> Data for this exercise:
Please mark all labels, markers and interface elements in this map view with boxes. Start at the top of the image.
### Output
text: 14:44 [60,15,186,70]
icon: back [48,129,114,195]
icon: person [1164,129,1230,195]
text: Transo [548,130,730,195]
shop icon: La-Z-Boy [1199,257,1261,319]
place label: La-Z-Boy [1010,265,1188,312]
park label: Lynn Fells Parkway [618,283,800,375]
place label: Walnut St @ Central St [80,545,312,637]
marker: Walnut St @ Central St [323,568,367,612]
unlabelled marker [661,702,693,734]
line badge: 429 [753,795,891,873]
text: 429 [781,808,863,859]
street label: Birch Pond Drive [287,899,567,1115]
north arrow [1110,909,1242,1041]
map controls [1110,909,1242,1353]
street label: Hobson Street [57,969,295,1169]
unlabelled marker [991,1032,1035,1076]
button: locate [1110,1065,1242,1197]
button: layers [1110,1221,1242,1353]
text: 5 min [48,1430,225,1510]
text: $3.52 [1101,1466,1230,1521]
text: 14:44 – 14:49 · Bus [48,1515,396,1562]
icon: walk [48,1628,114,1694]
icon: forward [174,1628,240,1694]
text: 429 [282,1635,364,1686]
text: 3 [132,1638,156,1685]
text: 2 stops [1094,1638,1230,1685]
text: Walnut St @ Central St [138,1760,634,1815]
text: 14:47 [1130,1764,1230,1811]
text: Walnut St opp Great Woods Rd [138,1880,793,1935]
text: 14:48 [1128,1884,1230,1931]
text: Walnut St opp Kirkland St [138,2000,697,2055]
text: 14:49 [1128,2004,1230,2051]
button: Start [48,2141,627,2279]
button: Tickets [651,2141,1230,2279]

> Task prompt: Print the whole listing once more, exactly as it stands.

> Exercise output:
Please mark all labels, markers and interface elements in this map view with boxes. Start at the top of the image.
### Output
text: 14:44 [60,15,186,70]
icon: back [48,129,114,195]
icon: person [1164,129,1230,195]
text: Transo [548,130,730,195]
shop icon: La-Z-Boy [1199,257,1261,319]
place label: La-Z-Boy [1010,265,1188,312]
park label: Lynn Fells Parkway [618,283,800,375]
place label: Walnut St @ Central St [80,545,312,637]
marker: Walnut St @ Central St [323,568,367,612]
unlabelled marker [661,702,693,734]
line badge: 429 [753,795,891,873]
text: 429 [781,808,863,859]
street label: Birch Pond Drive [287,899,567,1115]
north arrow [1110,909,1242,1041]
map controls [1110,909,1242,1353]
street label: Hobson Street [57,969,295,1169]
unlabelled marker [991,1032,1035,1076]
button: locate [1110,1065,1242,1197]
button: layers [1110,1221,1242,1353]
text: 5 min [48,1430,225,1510]
text: $3.52 [1101,1466,1230,1521]
text: 14:44 – 14:49 · Bus [48,1515,396,1562]
icon: walk [48,1628,114,1694]
icon: forward [174,1628,240,1694]
text: 429 [282,1635,364,1686]
text: 3 [132,1638,156,1685]
text: 2 stops [1094,1638,1230,1685]
text: Walnut St @ Central St [138,1760,634,1815]
text: 14:47 [1130,1764,1230,1811]
text: Walnut St opp Great Woods Rd [138,1880,793,1935]
text: 14:48 [1128,1884,1230,1931]
text: Walnut St opp Kirkland St [138,2000,697,2055]
text: 14:49 [1128,2004,1230,2051]
button: Start [48,2141,627,2279]
button: Tickets [651,2141,1230,2279]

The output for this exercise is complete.